On Wed, Oct 18, 2006 at 12:23:03PM -0700, Kurt D. Zeilenga wrote:
At 12:12 PM 10/18/2006, hyc@symas.com wrote:
rtsai@ironport.com wrote:
Full_Name: Robert Tsai Version: 2.3.27 OS: FreeBSD 6.1-RELEASE URL: ftp://ftp.openldap.org/incoming/openldap-2.3.27-bindaddr.patch.txt Submission from: (NULL) (63.251.108.100)
This is a patch that provides a mechanism to bind the LDAP client connection to a desired address via ldap_set_option(..., LDAP_OPT_BINDADDR). This call saves some state which is then used by ldap_int_prepare_socket to bind the socket before opening a connection to the LDAP server.
I can't think of any good reason to need such a feature. Can you give some background on why anyone would use it?

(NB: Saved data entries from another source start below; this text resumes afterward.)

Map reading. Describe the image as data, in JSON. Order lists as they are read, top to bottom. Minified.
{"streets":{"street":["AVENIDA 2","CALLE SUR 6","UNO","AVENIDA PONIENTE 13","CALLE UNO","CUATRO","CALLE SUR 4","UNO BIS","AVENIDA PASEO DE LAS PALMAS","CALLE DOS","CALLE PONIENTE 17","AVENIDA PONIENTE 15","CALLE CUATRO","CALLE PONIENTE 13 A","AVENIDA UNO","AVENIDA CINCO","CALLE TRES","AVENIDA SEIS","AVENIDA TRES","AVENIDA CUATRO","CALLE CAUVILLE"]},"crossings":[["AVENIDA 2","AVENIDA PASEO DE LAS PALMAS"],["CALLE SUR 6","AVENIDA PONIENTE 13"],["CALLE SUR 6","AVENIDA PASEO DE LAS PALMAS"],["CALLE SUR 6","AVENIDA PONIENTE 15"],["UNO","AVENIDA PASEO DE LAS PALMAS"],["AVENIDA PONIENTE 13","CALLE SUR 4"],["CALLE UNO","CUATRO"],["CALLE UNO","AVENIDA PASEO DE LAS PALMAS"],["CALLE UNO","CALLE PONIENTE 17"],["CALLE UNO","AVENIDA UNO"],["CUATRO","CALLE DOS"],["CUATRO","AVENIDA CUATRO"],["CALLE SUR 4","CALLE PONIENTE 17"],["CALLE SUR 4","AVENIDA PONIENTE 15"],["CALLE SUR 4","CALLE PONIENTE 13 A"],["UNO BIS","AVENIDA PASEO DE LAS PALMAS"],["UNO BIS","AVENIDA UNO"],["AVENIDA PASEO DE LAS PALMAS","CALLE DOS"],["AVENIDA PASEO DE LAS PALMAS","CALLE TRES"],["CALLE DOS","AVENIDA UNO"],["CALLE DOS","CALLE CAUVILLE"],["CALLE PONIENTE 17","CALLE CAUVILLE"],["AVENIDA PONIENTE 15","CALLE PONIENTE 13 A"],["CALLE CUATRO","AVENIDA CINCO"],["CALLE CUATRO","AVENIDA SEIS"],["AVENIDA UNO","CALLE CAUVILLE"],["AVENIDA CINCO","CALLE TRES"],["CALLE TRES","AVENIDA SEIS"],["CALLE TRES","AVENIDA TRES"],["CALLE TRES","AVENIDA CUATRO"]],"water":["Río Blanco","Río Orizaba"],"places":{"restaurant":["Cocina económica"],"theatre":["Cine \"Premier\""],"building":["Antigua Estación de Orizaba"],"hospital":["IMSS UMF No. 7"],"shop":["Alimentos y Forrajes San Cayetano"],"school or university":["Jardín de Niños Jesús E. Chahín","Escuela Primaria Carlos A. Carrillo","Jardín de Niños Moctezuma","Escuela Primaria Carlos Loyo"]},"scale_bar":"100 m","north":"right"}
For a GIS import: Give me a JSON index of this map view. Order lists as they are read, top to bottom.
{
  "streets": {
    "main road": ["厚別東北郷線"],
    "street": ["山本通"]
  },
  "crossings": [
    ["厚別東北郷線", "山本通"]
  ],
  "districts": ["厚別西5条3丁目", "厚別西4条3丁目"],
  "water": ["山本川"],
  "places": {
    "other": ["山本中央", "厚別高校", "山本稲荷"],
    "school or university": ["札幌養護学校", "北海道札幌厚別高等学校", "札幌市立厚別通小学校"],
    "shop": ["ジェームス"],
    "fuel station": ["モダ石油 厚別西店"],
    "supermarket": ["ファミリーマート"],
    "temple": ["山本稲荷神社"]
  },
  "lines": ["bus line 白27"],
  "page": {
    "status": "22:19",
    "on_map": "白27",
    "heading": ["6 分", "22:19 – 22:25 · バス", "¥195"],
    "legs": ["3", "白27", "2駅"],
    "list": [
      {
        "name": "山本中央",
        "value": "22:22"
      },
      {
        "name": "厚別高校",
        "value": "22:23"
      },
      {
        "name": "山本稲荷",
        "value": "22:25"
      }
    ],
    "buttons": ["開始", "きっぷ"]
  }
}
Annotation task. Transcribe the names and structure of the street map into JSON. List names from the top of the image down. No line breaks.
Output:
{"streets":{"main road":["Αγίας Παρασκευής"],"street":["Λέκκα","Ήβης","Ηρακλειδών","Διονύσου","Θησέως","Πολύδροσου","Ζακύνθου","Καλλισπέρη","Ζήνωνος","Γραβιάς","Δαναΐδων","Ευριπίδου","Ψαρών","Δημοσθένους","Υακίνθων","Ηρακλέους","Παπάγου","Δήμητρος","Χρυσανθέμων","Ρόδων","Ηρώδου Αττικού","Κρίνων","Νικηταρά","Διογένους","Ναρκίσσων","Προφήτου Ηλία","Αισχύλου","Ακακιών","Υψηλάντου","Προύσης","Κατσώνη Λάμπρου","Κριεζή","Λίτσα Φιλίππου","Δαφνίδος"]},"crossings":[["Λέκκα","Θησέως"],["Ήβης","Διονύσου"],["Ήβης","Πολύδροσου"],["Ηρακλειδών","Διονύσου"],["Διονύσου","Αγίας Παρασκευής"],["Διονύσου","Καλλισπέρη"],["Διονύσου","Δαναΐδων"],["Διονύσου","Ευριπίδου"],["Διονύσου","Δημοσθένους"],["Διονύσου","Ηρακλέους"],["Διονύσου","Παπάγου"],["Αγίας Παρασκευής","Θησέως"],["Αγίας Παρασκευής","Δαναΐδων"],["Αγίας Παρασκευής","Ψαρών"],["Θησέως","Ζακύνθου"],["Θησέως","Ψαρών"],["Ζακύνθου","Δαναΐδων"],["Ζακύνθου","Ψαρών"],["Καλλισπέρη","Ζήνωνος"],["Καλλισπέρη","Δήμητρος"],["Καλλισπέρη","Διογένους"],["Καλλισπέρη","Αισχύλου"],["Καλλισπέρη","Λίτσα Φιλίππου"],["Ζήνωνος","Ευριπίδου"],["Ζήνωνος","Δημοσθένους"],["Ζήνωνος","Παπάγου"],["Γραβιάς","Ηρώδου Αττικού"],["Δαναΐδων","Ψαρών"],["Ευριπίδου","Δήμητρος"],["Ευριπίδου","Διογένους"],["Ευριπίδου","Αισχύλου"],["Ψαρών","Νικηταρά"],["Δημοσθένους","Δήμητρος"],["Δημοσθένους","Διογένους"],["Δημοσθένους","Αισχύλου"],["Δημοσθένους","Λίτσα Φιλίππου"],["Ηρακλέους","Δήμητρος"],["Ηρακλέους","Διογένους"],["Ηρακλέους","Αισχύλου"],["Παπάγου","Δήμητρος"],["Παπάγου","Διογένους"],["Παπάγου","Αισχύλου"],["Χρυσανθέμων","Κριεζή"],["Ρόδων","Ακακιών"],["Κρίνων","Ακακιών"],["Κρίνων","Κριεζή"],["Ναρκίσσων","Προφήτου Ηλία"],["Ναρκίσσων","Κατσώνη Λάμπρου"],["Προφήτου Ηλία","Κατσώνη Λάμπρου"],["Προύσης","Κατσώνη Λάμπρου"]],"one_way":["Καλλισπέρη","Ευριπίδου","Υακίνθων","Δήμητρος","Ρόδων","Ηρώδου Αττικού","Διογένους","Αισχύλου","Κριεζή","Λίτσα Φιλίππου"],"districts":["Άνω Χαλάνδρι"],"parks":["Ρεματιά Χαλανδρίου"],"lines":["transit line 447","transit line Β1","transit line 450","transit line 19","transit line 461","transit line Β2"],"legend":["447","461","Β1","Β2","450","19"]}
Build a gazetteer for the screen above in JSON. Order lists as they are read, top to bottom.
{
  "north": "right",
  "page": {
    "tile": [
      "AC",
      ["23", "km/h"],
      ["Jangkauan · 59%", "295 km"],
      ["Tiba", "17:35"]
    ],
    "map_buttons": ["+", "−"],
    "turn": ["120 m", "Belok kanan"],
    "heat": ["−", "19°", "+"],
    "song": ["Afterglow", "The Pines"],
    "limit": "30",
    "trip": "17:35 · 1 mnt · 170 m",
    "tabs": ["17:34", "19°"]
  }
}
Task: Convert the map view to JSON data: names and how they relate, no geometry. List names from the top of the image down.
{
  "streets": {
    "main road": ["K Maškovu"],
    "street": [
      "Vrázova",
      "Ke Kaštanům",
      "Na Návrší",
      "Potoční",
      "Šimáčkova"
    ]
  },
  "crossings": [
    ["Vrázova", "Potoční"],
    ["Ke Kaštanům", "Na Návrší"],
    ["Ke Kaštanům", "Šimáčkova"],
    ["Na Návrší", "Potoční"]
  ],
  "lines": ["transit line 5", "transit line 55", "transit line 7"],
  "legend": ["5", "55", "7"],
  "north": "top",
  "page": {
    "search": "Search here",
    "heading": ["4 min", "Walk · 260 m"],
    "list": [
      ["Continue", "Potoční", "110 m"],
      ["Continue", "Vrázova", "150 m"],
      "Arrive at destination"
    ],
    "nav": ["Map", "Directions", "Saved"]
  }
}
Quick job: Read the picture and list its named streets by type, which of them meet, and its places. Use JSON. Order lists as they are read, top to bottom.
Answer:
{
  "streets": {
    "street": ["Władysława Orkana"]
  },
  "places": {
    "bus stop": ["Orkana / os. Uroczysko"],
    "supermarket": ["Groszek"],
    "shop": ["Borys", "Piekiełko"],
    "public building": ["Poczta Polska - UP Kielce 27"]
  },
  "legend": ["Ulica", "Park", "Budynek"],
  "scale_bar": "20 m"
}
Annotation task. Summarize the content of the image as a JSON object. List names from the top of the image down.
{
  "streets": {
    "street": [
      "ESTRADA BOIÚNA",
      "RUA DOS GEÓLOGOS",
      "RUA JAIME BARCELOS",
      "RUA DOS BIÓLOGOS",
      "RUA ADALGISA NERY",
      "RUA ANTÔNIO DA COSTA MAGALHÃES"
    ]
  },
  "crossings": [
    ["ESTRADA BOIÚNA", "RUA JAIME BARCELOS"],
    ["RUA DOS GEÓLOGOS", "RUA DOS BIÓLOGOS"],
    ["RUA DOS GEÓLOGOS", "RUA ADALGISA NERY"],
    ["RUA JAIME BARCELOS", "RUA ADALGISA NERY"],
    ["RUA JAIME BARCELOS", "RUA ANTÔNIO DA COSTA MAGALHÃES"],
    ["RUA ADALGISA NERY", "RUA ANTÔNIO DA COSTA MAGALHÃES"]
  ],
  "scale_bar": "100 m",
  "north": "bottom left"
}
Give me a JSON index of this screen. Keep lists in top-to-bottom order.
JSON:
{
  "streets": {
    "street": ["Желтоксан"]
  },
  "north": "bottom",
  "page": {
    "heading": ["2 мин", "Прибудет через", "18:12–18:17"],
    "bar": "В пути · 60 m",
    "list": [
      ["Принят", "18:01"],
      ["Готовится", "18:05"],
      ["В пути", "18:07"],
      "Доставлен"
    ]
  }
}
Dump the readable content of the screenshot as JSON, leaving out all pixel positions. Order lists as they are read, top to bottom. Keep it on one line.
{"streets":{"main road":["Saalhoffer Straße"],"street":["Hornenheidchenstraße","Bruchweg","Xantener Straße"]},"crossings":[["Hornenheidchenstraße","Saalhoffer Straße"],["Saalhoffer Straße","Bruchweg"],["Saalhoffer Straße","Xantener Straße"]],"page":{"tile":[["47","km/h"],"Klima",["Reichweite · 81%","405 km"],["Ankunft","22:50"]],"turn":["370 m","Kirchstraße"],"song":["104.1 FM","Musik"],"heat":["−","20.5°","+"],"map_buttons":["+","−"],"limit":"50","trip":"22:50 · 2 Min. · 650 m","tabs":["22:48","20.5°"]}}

I can see a few cases where a client might want to bind the local address, for instance, to ensure use of a particular network interface.
Yes, this was the need addressed by the patch. The client host has two interfaces to two separate networks.
We could have simply configured a host route to the LDAP server, but that would have been too coarse-grained (all traffic, instead of just the LDAP traffic).
However, my concern with patch is one of the approach taken to accommodate this binding. I'm thinking it might be better to provide an alternative to ldap_initialize(3) which takes a connected descriptor instead of a URL. Then calling program can do whatever it pleases before its used by slapd(8).
That would probably work for me. Contributing from the "outside", I was hesitant to propose adding another interface into the library, so I just crammed it into ldap_set_option :).